[Collected data entries]
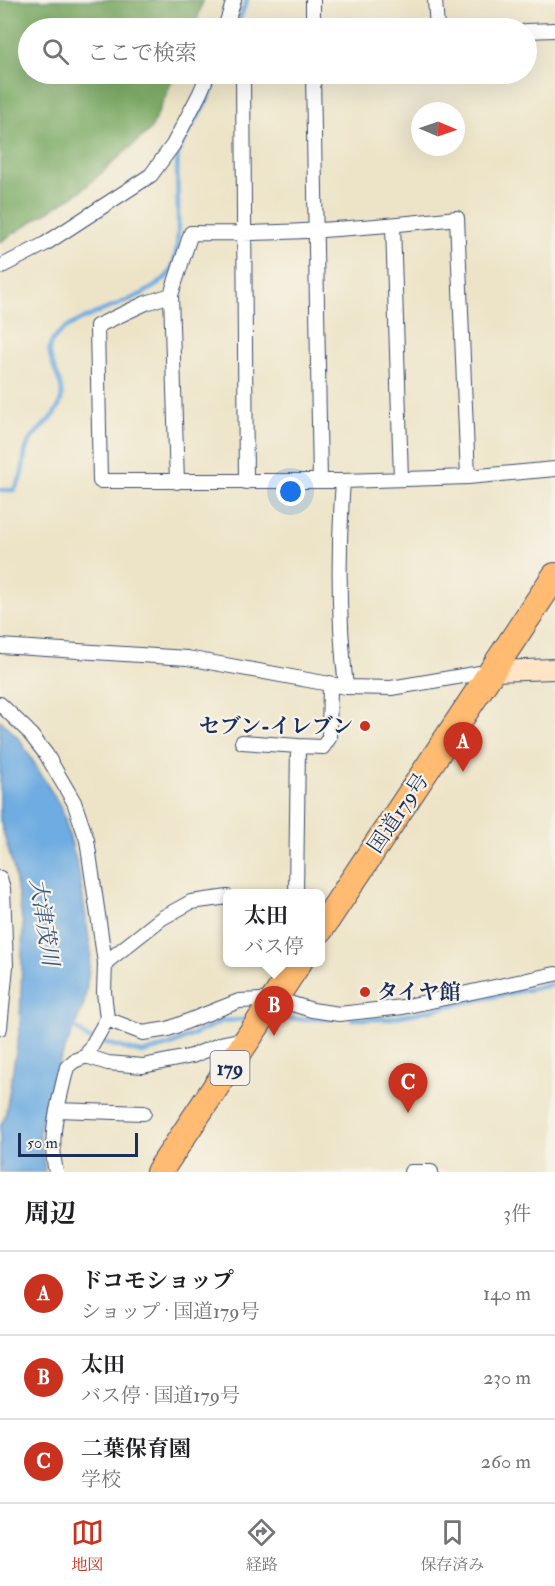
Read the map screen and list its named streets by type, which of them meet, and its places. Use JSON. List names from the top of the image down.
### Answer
{
  "streets": {
    "highway": ["国道179号", "179"]
  },
  "water": ["大津茂川"],
  "places": ["セブン-イレブン", "タイヤ館"],
  "scale_bar": "50 m",
  "north": "right",
  "page": {
    "search": "ここで検索",
    "pins": ["A", "B", "C"],
    "popup": ["太田", "バス停"],
    "scale": "50 m",
    "heading": ["周辺", "3件"],
    "list": [
      {
        "mark": "A",
        "name": "ドコモショップ",
        "note": "ショップ · 国道179号",
        "value": "140 m"
      },
      {
        "mark": "B",
        "name": "太田",
        "note": "バス停 · 国道179号",
        "value": "230 m"
      },
      {
        "mark": "C",
        "name": "二葉保育園",
        "note": "学校",
        "value": "260 m"
      }
    ],
    "nav": ["地図", "経路", "保存済み"]
  }
}
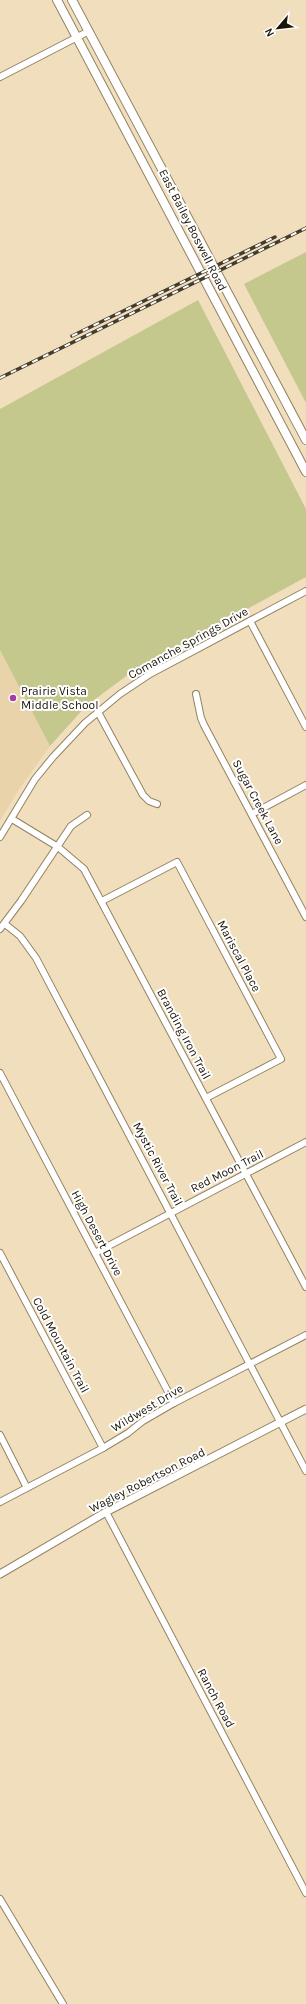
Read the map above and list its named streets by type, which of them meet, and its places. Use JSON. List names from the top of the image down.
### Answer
{
  "streets": {
    "main road": ["East Bailey Boswell Road"],
    "street": [
      "Comanche Springs Drive",
      "Sugar Creek Lane",
      "Mariscal Place",
      "Branding Iron Trail",
      "Mystic River Trail",
      "Red Moon Trail",
      "High Desert Drive",
      "Cold Mountain Trail",
      "Wildwest Drive",
      "Wagley Robertson Road",
      "Ranch Road"
    ]
  },
  "crossings": [
    ["Comanche Springs Drive", "Branding Iron Trail"],
    ["Mariscal Place", "Branding Iron Trail"],
    ["Branding Iron Trail", "Red Moon Trail"],
    ["Mystic River Trail", "Red Moon Trail"],
    ["Mystic River Trail", "Wildwest Drive"],
    ["Mystic River Trail", "Wagley Robertson Road"],
    ["Red Moon Trail", "High Desert Drive"],
    ["High Desert Drive", "Wildwest Drive"],
    ["Cold Mountain Trail", "Wildwest Drive"],
    ["Wagley Robertson Road", "Ranch Road"]
  ],
  "places": ["Prairie Vista Middle School"],
  "north": "bottom left"
}
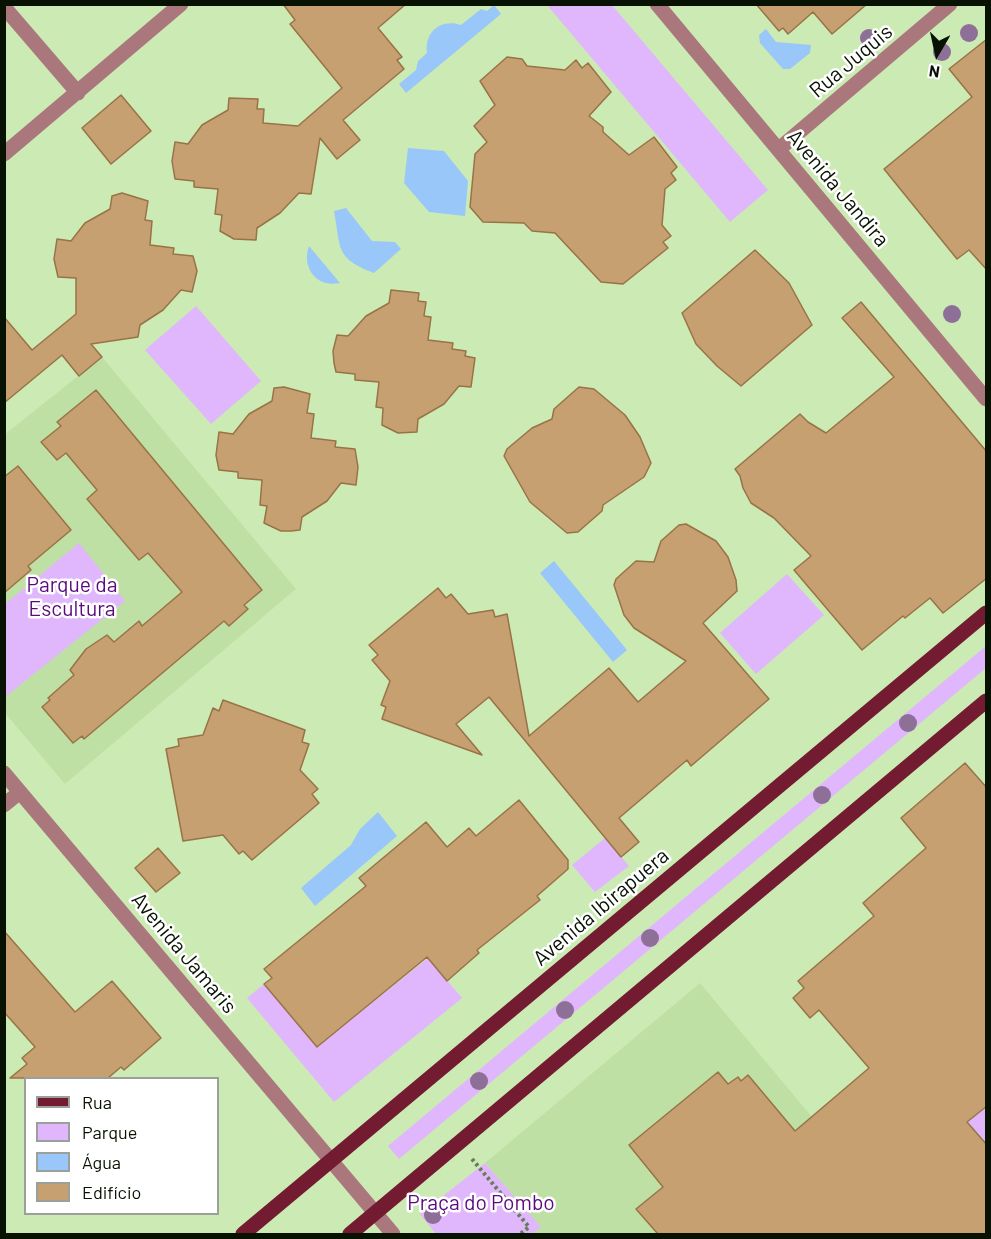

* WORK ITEM *
Pull out each line of the entries that contains "which".

* YOUR SOLUTION *
Read the map screen and list its named streets by type, which of them meet, and its places. Use JSON. List names from the top of the image down.
Read the map above and list its named streets by type, which of them meet, and its places. Use JSON. List names from the top of the image down.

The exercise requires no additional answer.